● The task: Using the records below, write out again exactly the lines that begin at the line containing "font-size:33px; font-weight:700; line-height:45px" and end at the line containing "height:168px; padding:12px 30px", and no other lines.

= Beginning of Section =

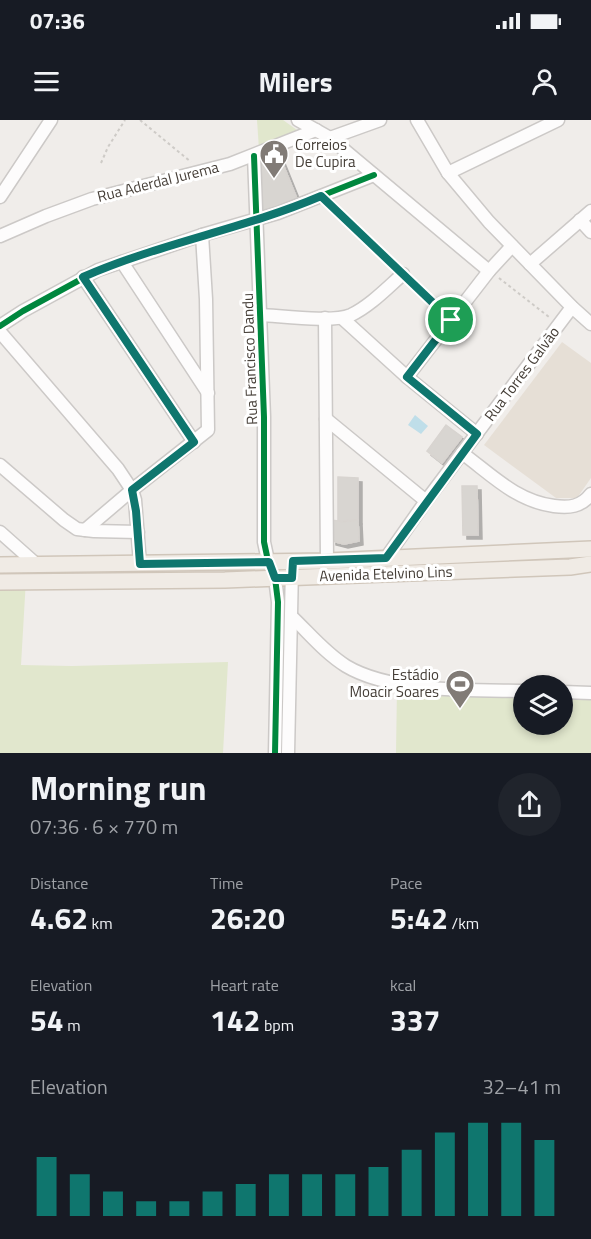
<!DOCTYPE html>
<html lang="en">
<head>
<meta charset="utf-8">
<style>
  body { margin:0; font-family:"Titillium Web",sans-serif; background:#20242c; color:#f1f3f6; height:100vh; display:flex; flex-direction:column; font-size:22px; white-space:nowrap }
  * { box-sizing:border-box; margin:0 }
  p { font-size:20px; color:#9ea1a6 }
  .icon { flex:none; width:33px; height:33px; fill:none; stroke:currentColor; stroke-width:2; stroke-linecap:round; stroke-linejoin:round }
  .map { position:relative; height:633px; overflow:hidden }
  .drawer { display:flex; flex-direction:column; background:#171b24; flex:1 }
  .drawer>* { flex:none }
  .buttons { position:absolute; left:513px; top:555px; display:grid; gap:12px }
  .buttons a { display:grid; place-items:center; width:60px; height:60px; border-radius:50%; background:#171b24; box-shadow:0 3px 9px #0003; font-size:30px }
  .pin { position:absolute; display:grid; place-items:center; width:51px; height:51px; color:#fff; margin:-26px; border:3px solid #fff; border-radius:50%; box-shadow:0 2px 6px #0007 }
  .round { display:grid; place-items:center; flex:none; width:63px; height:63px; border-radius:32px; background:#20242c }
  .head { display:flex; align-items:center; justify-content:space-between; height:102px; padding:0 30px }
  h1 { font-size:33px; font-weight:700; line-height:45px }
  .metrics { display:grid; grid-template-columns:repeat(3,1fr); gap:9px; height:102px; padding:6px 30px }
  .metrics div { display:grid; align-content:center }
  .metrics b { font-size:30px; font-weight:700 }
  .metrics small { font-size:16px; font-weight:400 }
  .metrics p { font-size:16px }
  .chart { height:168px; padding:12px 30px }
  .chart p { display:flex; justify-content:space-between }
  .chart svg { width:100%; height:108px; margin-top:6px; stroke:#0f766e; stroke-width:6 }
  .status { display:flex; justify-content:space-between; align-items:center; height:42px; padding:0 30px; background:#171b24; direction:ltr }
  .status svg { height:16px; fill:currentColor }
  header { display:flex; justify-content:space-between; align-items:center; height:78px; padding:0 30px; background:#171b24; font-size:27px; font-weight:700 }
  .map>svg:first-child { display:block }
  .education { fill:#e6dfd6 }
  .green { fill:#e1e7cd }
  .water { fill:#bfdee9 }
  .building { fill:#d8d5d1; stroke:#d8d4d0; stroke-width:1.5; filter:url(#shadow) }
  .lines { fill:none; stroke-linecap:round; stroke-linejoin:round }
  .minor-casing { stroke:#ccc9c7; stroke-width:15 }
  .major-casing { stroke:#d0c6ba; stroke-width:18 }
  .path { stroke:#cecbc7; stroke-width:2; stroke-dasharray:3 3; stroke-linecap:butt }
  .minor { stroke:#fdfcfc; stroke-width:12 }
  .major { stroke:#f0ebe5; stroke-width:15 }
  .cycleway-casing { stroke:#fff; stroke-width:10 }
  .cycleway { stroke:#00873e; stroke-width:6 }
  .route-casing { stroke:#fff; stroke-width:12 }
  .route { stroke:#0f766e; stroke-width:8 }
  .labels { text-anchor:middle; stroke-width:6; stroke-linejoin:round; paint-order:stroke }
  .poi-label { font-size:15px; fill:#453e37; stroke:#fff; text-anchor:start }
  .street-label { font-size:15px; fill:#453e37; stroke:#fff }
</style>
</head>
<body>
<div class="status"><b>07:36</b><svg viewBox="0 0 49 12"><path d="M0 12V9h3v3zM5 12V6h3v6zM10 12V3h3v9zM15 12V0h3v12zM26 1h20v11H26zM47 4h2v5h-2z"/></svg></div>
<header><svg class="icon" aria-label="menu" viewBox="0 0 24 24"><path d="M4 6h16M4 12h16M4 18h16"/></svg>Milers<svg class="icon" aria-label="person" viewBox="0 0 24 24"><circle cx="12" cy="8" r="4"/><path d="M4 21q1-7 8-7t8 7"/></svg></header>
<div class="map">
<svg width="591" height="633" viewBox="0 0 591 633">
  <defs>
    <filter id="shadow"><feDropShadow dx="4" dy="4" stdDeviation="0" flood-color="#0004"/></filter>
  </defs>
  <rect width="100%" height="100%" fill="#f0edea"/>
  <!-- education -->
  <path class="education" d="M562 222 591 243V358L577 378H556L484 325Z"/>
  <!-- green -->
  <g class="green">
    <path d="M257 0H283L297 10 294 15 259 29Z"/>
    <path d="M26 459 21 545 72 546 228 542 223 633H0V460Z"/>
    <path d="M397 567 523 572 524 604H562L563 574 591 575V633H396Z"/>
  </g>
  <!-- water -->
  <path class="water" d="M415 295 428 306 421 314 408 305Z"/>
  <!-- building -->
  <g class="building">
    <path d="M278 32 297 79 261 93 258 39Z"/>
    <path d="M446 305 462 317 442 343 427 331Z"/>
    <path d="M338 357 358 358V400L338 401Z"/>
    <path d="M462 366H477L478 415H463Z"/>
    <path d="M331 400 345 402 358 400 359 421 344 424 332 421Z"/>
  </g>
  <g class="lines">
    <!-- minor casing -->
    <g class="minor-casing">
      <g id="minor">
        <path d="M298 0 330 18 489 151"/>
        <path d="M417 0 448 53 489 102 572 187 591 204"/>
        <path d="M330 18 380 0"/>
        <path d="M254 36 264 297V422L267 436 275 458 278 482 275 633"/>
        <path d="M448 53 558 0"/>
        <path d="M0 77 51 0"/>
        <path d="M580 100 591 112"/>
        <path d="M0 116 46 96 92 79 230 44 316 10"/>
        <path d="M122 142 208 273"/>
        <path d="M530 144 591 91"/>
        <path d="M83 157 194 322"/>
        <path d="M261 195C282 196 333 203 351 195 370 186 387 168 403 154"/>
        <path d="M325 198 327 441"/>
        <path d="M342 198 407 257 477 314"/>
        <path d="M0 206 23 191 98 150 202 115 278 93 374 55"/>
        <path d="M0 212 118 349 132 370 135 380 140 444"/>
        <path d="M407 257 489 151 512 126"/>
        <path d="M326 299 426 381"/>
        <path d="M462 333C492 355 516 381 554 386 569 388 581 387 591 374"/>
        <path d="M0 345 64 400 77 409 94 411 138 412"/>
        <path d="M85 410 132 370 208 310 206 179 202 115"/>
        <path d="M0 412 36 444"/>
        <path d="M386 438 426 381 572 187"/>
        <path d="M291 496C309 513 325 533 346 546 391 573 472 570 524 571"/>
        <path d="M562 572 591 573"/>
        <path d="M288 633 292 448"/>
      </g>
    </g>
    <!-- major casing -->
    <g class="major-casing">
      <g id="major">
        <path d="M0 445 327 441 591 429"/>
        <path d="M0 462 225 460 570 447 591 444"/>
      </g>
    </g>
    <!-- path -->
    <g class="path">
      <path d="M140 0 191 42"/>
      <path d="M101 43 108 27 125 0"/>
      <path d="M329 84 395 146"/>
      <path d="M499 158 549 197"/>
      <path d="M412 163 443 192"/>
    </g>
    <!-- minor -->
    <use href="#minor" class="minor"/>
    <!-- major -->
    <use href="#major" class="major"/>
    <!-- cycleway casing -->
    <g class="cycleway-casing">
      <g id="cycleway">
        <path d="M254 36 264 297V422L267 436 275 458 278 482 275 633"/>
        <path d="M0 206 23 191 98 150 202 115 278 93 374 55"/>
      </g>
    </g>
    <!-- cycleway -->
    <use href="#cycleway" class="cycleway"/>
  </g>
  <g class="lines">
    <!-- route casing -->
    <g class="route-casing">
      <path id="route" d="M321 76 451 200 407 257 477 314 386 438 293 441 292 458H275L269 442 140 444 136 391 132 370 194 322 83 157C160 123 244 109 321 76Z"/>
    </g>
    <!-- route -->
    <use href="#route" class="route"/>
  </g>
  <!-- icons -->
  <defs>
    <g id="civic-pin" transform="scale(1.5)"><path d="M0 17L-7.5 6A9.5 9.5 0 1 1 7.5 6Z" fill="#817b76" stroke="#fff"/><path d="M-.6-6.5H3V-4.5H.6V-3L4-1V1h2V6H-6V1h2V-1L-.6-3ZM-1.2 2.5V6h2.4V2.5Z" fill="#fff"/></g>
    <g id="stadium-pin" transform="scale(1.5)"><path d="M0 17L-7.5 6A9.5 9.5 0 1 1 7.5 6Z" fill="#817b76" stroke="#fff"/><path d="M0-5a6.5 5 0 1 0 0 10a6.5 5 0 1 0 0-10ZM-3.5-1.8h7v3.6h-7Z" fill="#fff"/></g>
  </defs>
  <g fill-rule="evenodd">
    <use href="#civic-pin" x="274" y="34"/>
    <use href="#stadium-pin" x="460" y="564"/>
  </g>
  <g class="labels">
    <!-- poi labels -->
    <g class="poi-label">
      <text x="295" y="30">Correios<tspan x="295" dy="17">De Cupira</tspan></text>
      <text x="439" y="560" text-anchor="end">Estádio<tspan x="439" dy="17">Moacir Soares</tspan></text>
    </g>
    <!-- street labels -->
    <g class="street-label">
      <text transform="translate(158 62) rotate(-14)" y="5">Rua Aderdal Jurema</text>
      <text transform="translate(250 239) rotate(-92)" y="5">Rua Francisco Dandu</text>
      <text transform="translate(522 254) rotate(-53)" y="5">Rua Torres Galvão</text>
      <text transform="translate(386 454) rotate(-2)" y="5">Avenida Etelvino Lins</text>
    </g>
  </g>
</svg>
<div class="buttons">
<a><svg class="icon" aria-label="layers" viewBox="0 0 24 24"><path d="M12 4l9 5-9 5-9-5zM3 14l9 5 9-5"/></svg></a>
</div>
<div class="pin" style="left:451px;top:200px;background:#1e9e55"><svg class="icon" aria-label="arrive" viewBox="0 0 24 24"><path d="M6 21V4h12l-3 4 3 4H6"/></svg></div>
</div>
<section class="drawer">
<div class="head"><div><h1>Morning run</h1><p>07:36 · 6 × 770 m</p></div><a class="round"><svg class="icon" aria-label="share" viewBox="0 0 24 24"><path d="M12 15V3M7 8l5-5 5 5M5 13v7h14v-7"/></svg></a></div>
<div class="metrics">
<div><p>Distance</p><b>4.62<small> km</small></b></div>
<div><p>Time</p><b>26:20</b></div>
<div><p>Pace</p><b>5:42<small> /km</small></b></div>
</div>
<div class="metrics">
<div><p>Elevation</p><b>54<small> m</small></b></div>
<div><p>Heart rate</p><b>142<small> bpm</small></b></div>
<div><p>kcal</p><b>337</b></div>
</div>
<div class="chart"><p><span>Elevation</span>32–41 m</p>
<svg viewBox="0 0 160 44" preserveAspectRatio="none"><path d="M5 44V20M15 44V27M25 44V34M35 44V38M45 44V38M55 44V34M65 44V31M75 44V27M85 44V27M95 44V27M105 44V24M115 44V17M125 44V10M135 44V6M145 44V6M155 44V13"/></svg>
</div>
</section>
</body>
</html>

= End of Section =

● Answer for the task:
  h1 { font-size:33px; font-weight:700; line-height:45px }
  .metrics { display:grid; grid-template-columns:repeat(3,1fr); gap:9px; height:102px; padding:6px 30px }
  .metrics div { display:grid; align-content:center }
  .metrics b { font-size:30px; font-weight:700 }
  .metrics small { font-size:16px; font-weight:400 }
  .metrics p { font-size:16px }
  .chart { height:168px; padding:12px 30px }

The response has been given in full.